You can find the open source package here: https://github.com/nodesource/nsuv

Here at NodeSource we are focused on fixing issues for the enterprise. This includes adding functionality and features to Node.js that are useful for enterprise-level deployments but would be difficult to upstream. One is the ability to execute commands remotely on Worker threads without the addition of running the inspector, such as capturing CPU profiles or heap snapshots. Another feature necessary to make Node.js more reliable in production is the ability to record and send metrics without being at the mercy of a busy event loop.

To achieve these, we run a separate thread that receives commands and gathers metrics from each Node.js thread. The locks and data queues in the separate thread are managed by libuv. As the codebase grew, usability issues began to come up, such as remembering the correct type of each void pointer and keeping track of the lifetime of the many shared locks and resources. Our solution was to write a wrapper for libuv to alleviate these problems.

We had a lot of existing libuv code and didn’t want to rewrite everything from scratch. So we wrote a template class library that inherits from each libuv handle or request type and uses the curiously recurring template pattern (CRTP) for inheritance. Doing so made it possible to write a wrapper that serves as a drop-in replacement, allowing for incremental improvements while supplementing the wrapper’s API with what was needed.

N|Solid has a zero-failure tolerance, so none of our code can accidentally terminate your process. One way we do this is to try our best not to perform additional allocations. If an allocation is necessary, it always does with a strong exception guarantee, which is then caught and returned as a libuv error code.

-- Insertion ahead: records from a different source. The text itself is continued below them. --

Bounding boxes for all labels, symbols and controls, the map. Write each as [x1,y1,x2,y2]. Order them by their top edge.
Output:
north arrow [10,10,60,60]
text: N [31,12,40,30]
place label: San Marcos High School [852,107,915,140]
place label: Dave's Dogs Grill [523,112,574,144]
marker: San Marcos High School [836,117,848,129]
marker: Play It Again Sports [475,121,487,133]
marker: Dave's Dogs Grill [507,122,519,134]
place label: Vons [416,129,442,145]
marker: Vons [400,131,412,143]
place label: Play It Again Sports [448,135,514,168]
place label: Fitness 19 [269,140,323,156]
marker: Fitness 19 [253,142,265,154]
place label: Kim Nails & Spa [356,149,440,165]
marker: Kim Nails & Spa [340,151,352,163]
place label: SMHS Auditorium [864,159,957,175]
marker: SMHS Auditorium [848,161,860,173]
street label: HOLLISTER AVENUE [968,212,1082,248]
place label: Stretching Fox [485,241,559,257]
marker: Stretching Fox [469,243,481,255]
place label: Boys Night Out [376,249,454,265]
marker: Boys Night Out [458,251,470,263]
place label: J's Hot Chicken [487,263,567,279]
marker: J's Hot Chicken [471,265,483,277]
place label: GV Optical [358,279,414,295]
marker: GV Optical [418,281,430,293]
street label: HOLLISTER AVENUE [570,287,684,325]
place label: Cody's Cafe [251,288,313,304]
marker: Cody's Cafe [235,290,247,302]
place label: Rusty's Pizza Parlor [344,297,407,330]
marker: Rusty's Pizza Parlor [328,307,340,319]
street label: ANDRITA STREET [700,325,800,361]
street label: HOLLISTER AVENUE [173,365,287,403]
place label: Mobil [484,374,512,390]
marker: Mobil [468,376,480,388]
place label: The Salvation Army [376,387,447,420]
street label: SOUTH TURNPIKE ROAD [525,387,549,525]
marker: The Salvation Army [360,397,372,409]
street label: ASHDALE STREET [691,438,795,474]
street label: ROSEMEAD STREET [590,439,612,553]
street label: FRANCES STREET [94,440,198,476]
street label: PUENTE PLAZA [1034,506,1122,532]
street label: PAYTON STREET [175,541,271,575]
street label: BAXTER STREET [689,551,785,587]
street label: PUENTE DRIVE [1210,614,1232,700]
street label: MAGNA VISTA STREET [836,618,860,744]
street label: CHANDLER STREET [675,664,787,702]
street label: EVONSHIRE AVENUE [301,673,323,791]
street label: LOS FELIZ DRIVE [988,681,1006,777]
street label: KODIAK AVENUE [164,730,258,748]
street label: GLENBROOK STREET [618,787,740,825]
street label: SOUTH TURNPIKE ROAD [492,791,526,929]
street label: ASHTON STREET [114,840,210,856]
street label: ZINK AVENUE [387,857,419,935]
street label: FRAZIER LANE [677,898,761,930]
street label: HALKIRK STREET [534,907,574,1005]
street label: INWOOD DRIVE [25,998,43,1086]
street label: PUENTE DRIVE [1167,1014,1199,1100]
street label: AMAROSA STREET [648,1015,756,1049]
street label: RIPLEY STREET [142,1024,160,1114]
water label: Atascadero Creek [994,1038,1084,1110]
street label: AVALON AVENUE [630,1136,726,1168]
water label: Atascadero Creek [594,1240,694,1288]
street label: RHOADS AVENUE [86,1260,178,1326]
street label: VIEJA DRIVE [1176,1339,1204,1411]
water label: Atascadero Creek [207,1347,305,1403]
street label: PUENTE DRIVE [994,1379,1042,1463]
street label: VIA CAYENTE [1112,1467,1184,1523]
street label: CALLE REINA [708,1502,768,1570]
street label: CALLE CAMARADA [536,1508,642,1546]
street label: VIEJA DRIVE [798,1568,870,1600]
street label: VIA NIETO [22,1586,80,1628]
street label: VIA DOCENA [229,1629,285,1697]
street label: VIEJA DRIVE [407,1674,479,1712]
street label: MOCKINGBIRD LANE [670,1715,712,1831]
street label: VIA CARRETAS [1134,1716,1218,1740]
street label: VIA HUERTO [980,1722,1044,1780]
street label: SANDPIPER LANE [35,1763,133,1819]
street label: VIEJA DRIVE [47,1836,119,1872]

We have also enabled compile time warnings when returned error codes aren’t handled. While developing nsuv, we analyzed many existing C++ projects that use libuv and discovered that most of them assume the state of the application and lack sufficient error handling in case something unexpected occurs. This can be especially painful when working with asynchronous code, but we understand that not everyone requires the same level of caution. It can be disabled by defining NSUV_DISABLE_WUR in your flags.

Getting Started

The following code example shows the execution of a simple libuv timer, and the only change was to turn the uv_timer_t to a nsuv::ns_timer instance while still being able to use the original libuv APIs:

static void timer_cb(uv_timer_t* handle) {
Foo* foo = static_cast<Foo*>(handle->data);
delete foo;
uv_close(reinterpret_cast<uv_handle_t*>(handle), nullptr);
}

static void call_timer() {
ns_timer timer;
Foo* foo = new Foo();

timer.data = foo;
uv_timer_init(uv_default_loop(), &timer);
uv_timer_start(&timer, timer_cb, 1000, 0);
uv_run(uv_default_loop(), UV_RUN_DEFAULT);
}

As you can see, there’s no need to cast timer before being passed to libuv’s timer function since ns_timer is a derived class of uv_timer_t and upcasting is implicit. It offers the first step in converting code to be more type-safe and improve overall usability. Improvements can be made incrementally from here. Below we take advantage of the CRTP and use it to downcast the uv_timer_t to the nsuv counterpart after using libuv’s timer API:

static void timer_cb(uv_timer_t* handle) {
// Downcast the libuv handle to its nsuv counterpart.
ns_timer* timer = ns_timer::cast(handle);
// Convenience method to retrieve and cast data.
Foo* foo = timer->get_data<Foo>();

delete foo;
timer->close();
}

While this is a good first step, it still requires we know what the data value should be cast to. The call to get_data() only serves as a convenience method for easier casting.

Passing Data

One of the most painful parts of working with libuv was ensuring we didn’t accidentally cast a void pointer to the wrong type from a specific queue. While this could be verified by hand, having the compiler tell us if we did it wrong would have been more reassuring.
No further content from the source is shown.